Wednesday, February 19, 2020

REVIEW: Bunny by Mona Awad

Title: Bunny
Author: Mona Awad
Genre: Adult Contemporary/Horror
Publisher: Harpercollins
Release Date: June 11, 2019
Acquired: Library borrow
Goodreads: ADD

Samantha Heather Mackey couldn't be more of an outsider in her small, highly selective MFA program at New England's Warren University. A scholarship student who prefers the company of her dark imagination to that of most people, she is utterly repelled by the rest of her fiction writing cohort--a clique of unbearably twee rich girls who call each other "Bunny," and seem to move and speak as one.

But everything changes when Samantha receives an invitation to the Bunnies' fabled "Smut Salon," and finds herself inexplicably drawn to their front door--ditching her only friend, Ava, in the process. As Samantha plunges deeper and deeper into the Bunnies' sinister yet saccharine world, beginning to take part in the ritualistic off-campus "Workshop" where they conjure their monstrous creations, the edges of reality begin to blur. Soon, her friendships with Ava and the Bunnies will be brought into deadly collision.

The spellbinding new novel from one of our most fearless chroniclers of the female experience, Bunny is a down-the-rabbit-hole tale of loneliness and belonging, friendship and desire, and the fantastic and terrible power of the imagination.

What, in the floppy-eared hell, did I just read?! This book was an entirely different breed of weird, and I mean that in the most complimentary and fascinating way. It was a sub-genre mash-up of dark academia and fantastical horror, combined with metaphorical and self-reflective bits that damn near blew my whole mind. Without question, Bunny is one of the most oddly satisfying books I have ever read.

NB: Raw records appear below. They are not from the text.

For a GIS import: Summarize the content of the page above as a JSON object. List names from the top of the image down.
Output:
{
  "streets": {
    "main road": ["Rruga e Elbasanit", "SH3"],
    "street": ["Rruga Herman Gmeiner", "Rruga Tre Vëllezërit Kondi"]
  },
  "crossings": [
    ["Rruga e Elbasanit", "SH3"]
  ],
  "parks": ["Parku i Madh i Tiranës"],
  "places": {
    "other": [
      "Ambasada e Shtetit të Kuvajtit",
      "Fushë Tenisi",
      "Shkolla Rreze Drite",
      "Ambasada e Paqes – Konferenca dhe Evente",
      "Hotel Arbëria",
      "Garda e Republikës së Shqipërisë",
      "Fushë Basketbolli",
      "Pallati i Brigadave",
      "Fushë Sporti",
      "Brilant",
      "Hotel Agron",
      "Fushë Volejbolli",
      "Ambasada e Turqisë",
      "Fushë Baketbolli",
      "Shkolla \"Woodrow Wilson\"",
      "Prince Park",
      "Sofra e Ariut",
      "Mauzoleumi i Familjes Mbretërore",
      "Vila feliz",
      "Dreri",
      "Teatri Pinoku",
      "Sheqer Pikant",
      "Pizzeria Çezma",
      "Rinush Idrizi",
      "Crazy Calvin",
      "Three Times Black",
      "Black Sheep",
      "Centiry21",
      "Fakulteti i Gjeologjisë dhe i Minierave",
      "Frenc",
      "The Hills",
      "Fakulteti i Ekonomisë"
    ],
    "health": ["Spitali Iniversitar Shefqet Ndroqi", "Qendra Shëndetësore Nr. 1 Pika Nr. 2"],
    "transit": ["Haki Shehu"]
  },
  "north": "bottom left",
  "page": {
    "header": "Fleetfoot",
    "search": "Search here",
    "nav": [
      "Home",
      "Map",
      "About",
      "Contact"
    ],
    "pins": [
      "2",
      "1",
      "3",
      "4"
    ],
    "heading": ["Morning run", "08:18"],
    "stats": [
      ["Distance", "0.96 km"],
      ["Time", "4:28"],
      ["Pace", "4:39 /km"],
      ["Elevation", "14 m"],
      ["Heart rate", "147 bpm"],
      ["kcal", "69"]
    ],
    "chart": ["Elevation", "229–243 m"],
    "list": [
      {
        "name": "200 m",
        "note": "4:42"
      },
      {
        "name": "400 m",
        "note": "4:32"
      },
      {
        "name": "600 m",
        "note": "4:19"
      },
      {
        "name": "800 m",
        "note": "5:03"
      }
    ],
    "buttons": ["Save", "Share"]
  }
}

Samantha Mackey is a grad school student at Warren University. Perpetually intimidated by her peers, and making little to no progress on her work, she spends most of her days in self-sabotaging conversation with her best, and equally as dark-minded friend, Ava. Their most favoured target for mockery is a group of women on Samantha's campus who call themselves the "Bunnies". Perfectly groomed, sickeningly sweet, and irritatingly cliqué-y, the Bunnies are both a wonder and a source of frustration for Samantha, so when they extend an invitation to join them for a weekly writing session (dubbed the 'Smut Salon) at their home, she decides to feed her curiosity. The further into the Bunny hole she falls, the further away she gets from reality, and the once-cherished friendship she held with Ava. Escaping their clutches comes with a price, one that Samantha could not have seen coming.

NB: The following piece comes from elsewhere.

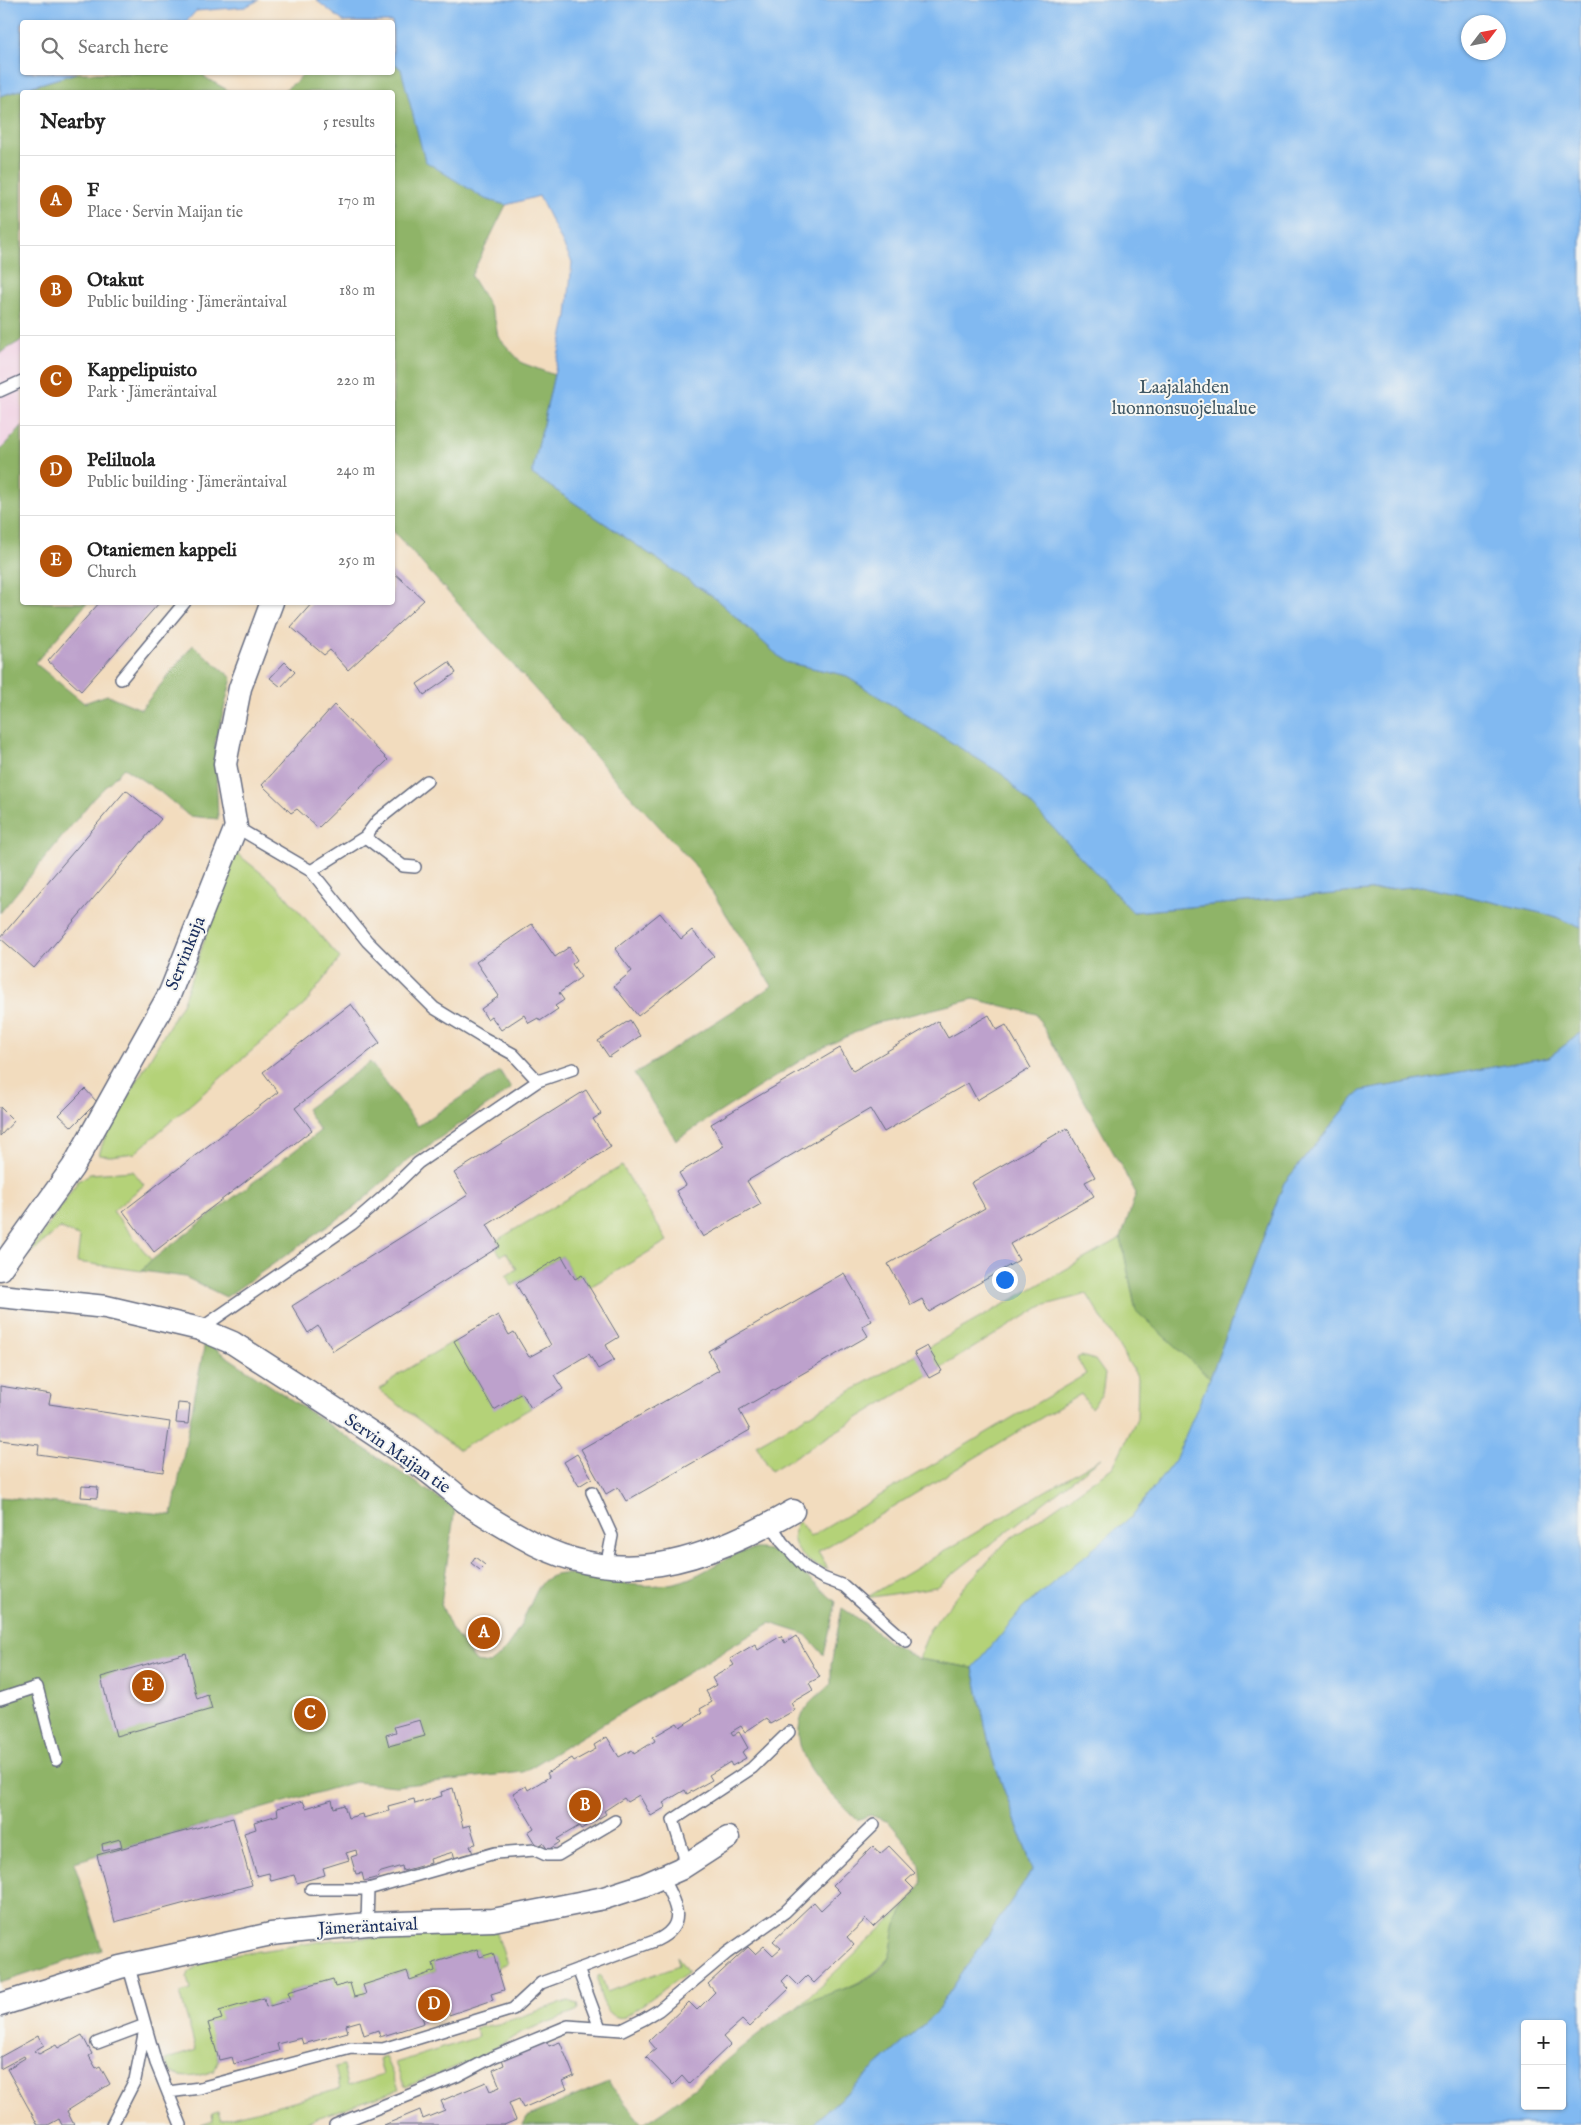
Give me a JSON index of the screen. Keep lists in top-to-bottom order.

Bunny is one of those books that can be so many different things depending on its reader. For me, it was a social commentary on the dangers of a hive-mind, especially on those who are more mentally susceptible to its mechanisms. Awad was brilliant in her choice to use fantastically horrible elements to symbolize influence and desperation. I found myself in Samantha during so many moments that I literally had to stop reading at those points. I think the best word I saw used to describe this book was "bonkers" because it was, it was absolutely insane, all while being incredibly purposeful in its madness. 

Dialogue is among the most important checkboxes for me as a reader, and unfortunately, not many authors have checked it. Awad checked it. She checked it with a gigantic, perfectly inked, checkmark. It's no easy feat to be metaphorical, symbolic, dark, AND witty. Bunny was successful in being all 4 of those things. I'd be hard-pressed to read another book like it this year.

Read if you like:

The Vegetarian by Han Kang
Her Body and Other Parties by Carmen Maria Machado
Eileen by Ottessa Moshfegh

Key themes: 
friendship, inclusion, jealousy, hive mentality, 
loneliness, mental health 



CLICK HERE to read about Mona on her author page.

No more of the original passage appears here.